Exercise
Repeat precisely the span of lines below that opens with the line containing "g.lineJoin = 'round';" and closes with the line containing "const shape = rows", both included.

Provided records
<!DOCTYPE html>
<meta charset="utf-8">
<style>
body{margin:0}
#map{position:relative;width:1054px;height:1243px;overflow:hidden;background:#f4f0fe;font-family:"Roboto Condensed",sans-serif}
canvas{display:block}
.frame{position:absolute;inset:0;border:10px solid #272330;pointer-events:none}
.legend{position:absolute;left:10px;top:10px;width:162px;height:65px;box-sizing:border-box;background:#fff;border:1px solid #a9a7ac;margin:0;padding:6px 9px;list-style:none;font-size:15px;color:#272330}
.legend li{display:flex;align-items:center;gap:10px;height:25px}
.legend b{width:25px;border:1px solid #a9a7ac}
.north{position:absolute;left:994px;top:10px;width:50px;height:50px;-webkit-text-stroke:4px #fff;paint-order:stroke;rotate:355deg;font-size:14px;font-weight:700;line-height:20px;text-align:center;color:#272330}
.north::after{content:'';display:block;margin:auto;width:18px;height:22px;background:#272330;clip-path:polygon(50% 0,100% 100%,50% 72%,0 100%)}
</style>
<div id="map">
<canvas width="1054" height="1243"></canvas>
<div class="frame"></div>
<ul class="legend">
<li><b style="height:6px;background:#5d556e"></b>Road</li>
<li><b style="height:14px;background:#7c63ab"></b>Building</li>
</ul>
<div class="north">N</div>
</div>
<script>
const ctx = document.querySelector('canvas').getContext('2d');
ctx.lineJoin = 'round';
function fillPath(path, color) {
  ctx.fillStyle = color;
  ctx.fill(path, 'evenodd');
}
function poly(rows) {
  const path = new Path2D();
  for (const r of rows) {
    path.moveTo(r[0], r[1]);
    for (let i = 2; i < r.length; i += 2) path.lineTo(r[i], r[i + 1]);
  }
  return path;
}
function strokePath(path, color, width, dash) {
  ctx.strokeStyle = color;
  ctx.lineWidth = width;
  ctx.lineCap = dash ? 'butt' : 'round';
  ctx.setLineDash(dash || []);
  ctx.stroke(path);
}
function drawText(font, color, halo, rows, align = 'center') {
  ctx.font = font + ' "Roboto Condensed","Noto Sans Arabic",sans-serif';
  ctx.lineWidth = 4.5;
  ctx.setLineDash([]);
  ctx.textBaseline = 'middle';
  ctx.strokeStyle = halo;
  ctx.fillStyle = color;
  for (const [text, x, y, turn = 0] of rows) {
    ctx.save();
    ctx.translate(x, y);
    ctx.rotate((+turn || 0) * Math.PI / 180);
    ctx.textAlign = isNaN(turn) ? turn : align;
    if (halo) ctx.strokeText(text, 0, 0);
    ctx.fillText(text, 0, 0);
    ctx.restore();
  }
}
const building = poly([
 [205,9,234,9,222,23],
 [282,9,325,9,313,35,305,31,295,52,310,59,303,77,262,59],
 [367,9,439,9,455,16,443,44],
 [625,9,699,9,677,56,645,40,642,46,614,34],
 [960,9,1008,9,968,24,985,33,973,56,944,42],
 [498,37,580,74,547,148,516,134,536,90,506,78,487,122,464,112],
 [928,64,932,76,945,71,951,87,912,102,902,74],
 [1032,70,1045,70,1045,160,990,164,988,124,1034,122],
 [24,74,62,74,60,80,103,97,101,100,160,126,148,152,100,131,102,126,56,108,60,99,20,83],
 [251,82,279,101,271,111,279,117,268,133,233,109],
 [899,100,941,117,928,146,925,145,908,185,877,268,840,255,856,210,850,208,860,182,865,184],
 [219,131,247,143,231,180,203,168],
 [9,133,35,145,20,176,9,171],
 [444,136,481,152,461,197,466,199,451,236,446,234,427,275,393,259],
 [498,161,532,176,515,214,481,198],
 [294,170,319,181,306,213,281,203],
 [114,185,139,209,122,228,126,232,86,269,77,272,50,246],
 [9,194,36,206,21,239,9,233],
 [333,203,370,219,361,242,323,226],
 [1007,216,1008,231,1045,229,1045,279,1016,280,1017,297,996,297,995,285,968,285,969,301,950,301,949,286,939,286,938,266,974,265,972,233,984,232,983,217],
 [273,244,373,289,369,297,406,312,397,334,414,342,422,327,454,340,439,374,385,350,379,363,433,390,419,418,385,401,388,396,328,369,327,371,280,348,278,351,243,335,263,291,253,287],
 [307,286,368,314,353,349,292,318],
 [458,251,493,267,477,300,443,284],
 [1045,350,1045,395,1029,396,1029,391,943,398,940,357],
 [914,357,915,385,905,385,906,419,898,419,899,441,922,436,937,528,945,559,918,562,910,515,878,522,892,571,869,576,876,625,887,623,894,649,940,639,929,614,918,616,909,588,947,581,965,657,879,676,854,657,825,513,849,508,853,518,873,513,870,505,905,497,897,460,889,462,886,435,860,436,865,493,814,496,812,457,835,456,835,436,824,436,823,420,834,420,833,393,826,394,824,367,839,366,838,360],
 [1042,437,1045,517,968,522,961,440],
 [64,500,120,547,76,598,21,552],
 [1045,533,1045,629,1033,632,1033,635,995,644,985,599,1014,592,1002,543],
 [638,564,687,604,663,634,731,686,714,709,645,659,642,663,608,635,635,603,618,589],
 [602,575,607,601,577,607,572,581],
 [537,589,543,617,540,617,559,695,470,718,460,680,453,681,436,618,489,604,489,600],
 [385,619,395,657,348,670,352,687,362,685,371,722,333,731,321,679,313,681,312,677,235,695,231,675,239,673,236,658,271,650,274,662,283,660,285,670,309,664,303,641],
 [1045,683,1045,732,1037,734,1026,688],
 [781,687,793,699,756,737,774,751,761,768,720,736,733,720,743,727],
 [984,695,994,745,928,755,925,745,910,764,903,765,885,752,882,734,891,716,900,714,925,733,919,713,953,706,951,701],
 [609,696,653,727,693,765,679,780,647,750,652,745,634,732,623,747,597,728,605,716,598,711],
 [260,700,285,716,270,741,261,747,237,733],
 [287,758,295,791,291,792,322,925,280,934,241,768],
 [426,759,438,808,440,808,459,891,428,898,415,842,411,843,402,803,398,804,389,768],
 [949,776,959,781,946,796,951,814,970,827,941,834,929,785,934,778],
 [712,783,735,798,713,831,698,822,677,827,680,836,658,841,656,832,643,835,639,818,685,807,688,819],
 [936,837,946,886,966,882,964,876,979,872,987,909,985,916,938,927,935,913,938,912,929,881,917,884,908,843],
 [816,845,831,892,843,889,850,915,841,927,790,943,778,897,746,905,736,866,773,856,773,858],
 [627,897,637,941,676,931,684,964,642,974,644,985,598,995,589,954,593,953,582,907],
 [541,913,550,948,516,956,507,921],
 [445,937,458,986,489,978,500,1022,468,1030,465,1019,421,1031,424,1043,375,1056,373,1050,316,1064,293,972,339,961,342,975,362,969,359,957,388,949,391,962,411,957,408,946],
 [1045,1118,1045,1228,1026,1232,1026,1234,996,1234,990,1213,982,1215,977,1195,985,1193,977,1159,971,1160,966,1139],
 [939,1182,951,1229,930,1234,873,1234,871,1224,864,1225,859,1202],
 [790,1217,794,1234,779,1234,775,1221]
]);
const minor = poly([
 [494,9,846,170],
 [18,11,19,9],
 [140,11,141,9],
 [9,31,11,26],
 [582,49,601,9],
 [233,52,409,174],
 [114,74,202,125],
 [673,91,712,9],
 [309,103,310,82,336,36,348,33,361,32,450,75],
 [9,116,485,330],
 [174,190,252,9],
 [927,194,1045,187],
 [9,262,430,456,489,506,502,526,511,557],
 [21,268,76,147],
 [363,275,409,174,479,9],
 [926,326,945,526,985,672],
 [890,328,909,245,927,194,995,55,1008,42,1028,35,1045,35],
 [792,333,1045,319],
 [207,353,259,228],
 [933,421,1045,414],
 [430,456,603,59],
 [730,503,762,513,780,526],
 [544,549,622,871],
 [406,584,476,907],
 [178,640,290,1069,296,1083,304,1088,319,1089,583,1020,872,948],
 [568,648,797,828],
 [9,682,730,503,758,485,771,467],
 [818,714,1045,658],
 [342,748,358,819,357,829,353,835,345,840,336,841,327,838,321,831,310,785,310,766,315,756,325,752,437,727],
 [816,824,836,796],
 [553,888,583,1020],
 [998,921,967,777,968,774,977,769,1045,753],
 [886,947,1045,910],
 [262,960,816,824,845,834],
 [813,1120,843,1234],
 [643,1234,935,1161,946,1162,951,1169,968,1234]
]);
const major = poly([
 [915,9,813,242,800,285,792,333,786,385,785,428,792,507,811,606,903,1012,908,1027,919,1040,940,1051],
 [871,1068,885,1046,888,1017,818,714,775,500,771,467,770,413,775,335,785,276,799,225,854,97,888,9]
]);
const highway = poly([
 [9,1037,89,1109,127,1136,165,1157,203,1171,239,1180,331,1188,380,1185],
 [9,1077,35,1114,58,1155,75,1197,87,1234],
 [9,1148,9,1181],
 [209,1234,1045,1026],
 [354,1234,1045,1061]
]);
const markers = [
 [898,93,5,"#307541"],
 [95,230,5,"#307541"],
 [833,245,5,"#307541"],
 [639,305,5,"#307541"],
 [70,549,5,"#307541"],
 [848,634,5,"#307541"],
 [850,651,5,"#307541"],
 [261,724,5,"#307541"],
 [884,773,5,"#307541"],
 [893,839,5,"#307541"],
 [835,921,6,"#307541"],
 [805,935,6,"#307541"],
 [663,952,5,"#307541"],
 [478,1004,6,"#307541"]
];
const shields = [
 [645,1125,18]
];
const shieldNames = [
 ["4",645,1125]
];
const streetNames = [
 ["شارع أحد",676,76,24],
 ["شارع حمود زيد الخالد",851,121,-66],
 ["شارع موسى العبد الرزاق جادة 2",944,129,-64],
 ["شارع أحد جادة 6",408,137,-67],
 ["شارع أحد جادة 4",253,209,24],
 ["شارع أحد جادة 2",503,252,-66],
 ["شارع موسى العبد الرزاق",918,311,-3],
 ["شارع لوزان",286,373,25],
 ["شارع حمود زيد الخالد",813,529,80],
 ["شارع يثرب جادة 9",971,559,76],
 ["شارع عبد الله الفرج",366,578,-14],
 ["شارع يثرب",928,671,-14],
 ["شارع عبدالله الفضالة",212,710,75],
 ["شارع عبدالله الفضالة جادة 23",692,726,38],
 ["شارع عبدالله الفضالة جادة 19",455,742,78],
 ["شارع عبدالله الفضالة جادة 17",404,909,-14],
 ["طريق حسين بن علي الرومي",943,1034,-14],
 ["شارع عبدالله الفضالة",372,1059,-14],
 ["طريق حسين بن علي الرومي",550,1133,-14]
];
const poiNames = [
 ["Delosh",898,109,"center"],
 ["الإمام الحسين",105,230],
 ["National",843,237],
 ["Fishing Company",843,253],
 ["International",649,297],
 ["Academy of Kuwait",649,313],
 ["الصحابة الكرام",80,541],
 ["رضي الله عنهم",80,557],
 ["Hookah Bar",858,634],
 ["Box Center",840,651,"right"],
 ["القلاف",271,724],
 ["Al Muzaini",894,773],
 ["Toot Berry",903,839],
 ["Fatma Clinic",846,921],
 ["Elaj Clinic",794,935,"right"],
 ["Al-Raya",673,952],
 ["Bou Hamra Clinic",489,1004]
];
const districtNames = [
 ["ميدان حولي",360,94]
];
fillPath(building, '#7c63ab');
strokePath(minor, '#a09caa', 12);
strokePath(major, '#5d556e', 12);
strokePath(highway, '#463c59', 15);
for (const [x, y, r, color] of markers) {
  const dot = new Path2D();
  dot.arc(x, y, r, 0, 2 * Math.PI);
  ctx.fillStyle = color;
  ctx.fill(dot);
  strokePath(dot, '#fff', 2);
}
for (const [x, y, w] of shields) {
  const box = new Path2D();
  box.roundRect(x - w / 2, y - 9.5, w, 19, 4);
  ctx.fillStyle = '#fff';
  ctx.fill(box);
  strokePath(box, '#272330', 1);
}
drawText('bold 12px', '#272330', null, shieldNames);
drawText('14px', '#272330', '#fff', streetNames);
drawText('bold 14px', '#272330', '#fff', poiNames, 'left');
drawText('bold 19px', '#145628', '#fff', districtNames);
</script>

==

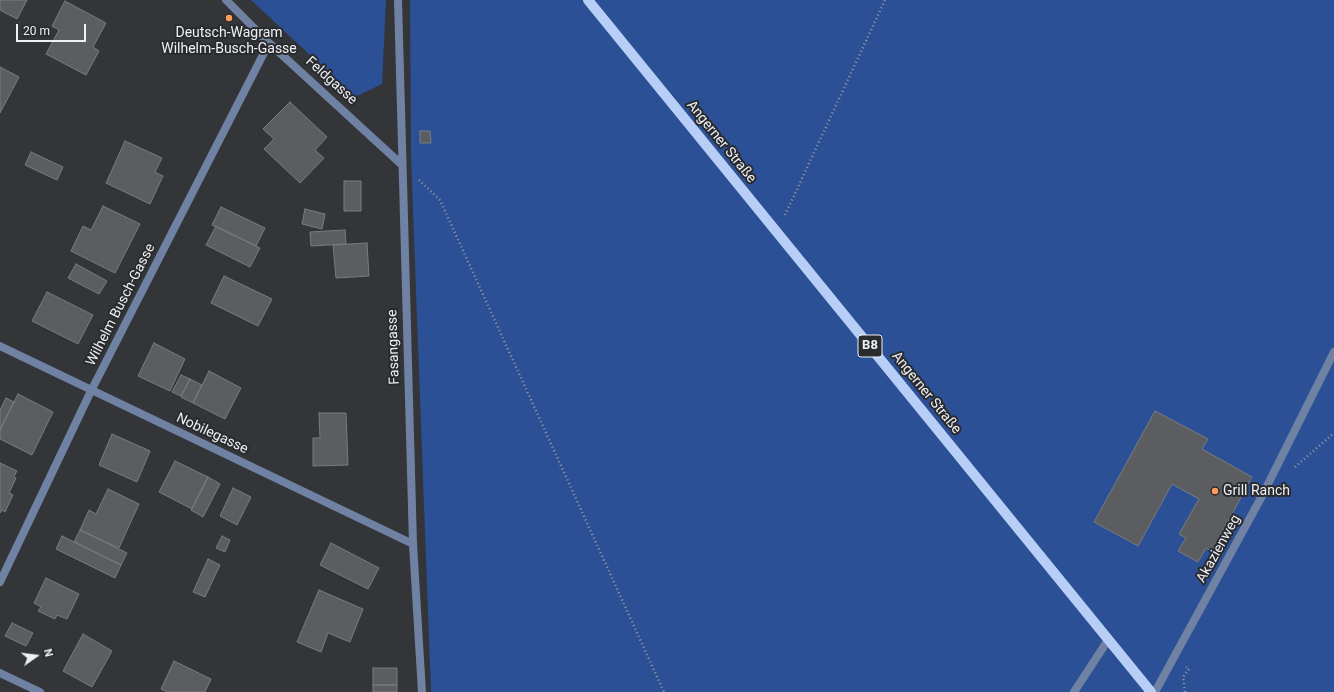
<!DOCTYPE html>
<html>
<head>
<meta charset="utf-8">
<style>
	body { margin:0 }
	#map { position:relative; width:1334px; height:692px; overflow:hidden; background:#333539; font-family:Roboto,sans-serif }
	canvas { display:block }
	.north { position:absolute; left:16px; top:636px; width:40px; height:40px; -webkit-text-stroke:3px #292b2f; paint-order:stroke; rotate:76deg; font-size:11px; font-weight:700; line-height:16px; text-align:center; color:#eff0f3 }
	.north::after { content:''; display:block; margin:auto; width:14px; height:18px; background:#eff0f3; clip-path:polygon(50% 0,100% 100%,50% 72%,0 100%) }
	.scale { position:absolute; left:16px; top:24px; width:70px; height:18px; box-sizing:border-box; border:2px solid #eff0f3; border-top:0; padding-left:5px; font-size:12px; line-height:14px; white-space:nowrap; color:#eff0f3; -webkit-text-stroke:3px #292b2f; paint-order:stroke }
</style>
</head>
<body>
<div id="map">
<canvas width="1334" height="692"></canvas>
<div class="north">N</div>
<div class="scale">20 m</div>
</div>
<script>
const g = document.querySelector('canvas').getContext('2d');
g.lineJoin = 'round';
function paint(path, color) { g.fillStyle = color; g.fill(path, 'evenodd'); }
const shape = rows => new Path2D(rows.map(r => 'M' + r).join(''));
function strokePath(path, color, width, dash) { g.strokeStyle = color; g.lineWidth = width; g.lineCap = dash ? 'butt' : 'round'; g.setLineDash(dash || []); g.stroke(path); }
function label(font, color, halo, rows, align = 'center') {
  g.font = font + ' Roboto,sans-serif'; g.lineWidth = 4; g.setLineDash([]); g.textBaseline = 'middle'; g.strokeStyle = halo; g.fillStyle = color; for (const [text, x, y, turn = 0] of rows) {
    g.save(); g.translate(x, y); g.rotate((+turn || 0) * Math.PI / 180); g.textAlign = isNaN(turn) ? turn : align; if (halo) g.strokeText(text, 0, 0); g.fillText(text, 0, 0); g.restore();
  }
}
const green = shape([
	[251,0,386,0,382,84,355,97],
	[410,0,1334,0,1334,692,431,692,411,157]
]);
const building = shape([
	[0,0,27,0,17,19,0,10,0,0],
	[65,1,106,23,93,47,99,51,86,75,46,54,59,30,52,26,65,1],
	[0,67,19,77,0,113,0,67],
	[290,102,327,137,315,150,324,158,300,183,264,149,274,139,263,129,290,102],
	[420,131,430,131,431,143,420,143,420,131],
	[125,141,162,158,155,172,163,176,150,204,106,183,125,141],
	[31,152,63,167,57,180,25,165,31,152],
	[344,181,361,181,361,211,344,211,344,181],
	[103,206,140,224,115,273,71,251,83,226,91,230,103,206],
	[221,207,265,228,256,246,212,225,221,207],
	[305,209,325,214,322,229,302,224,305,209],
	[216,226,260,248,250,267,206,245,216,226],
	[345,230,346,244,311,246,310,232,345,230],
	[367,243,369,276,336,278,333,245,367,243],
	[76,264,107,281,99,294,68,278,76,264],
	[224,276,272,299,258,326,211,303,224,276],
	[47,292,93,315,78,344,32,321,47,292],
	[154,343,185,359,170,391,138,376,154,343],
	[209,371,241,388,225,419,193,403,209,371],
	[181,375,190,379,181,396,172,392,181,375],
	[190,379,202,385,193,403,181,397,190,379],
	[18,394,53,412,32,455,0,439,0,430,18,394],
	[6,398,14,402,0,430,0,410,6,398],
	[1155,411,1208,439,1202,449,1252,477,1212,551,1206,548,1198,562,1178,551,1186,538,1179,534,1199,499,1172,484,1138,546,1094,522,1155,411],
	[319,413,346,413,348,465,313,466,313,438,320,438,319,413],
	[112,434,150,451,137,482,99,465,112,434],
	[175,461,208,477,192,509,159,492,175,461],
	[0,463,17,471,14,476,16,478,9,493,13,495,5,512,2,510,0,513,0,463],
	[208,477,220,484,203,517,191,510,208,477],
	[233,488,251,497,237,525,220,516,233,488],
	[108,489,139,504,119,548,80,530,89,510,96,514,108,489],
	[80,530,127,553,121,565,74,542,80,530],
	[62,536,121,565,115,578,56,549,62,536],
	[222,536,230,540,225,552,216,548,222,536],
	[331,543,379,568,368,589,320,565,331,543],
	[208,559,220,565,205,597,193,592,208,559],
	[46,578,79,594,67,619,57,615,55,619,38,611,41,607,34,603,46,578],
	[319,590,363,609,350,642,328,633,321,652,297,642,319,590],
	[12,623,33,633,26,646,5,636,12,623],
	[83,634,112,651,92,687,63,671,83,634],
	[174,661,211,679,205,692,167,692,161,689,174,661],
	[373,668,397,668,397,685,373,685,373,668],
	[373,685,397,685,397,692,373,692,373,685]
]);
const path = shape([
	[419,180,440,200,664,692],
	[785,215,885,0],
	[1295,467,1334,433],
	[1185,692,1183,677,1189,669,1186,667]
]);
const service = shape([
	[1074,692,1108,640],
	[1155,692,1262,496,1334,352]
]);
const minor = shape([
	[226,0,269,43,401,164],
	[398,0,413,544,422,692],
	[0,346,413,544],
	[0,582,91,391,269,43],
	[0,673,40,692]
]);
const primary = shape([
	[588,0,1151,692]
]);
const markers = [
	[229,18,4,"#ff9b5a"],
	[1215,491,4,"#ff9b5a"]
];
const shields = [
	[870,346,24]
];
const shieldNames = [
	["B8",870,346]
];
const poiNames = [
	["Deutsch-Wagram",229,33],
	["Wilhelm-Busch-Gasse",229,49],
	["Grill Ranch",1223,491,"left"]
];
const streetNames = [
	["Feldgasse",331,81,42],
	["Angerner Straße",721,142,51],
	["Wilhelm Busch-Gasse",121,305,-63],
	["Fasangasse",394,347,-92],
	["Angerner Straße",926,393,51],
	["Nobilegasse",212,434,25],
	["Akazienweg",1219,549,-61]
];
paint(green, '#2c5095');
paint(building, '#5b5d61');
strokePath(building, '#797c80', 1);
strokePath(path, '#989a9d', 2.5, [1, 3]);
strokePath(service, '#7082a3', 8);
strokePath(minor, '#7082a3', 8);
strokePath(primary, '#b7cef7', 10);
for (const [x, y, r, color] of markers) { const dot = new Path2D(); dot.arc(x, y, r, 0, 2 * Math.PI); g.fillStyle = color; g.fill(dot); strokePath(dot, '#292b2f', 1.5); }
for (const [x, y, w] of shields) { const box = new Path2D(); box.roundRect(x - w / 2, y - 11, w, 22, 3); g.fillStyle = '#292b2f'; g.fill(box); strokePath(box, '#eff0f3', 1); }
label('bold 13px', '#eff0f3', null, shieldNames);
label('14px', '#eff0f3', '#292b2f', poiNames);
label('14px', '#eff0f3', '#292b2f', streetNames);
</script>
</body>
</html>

Output for this exercise
g.lineJoin = 'round';
function paint(path, color) { g.fillStyle = color; g.fill(path, 'evenodd'); }
const shape = rows => new Path2D(rows.map(r => 'M' + r).join(''));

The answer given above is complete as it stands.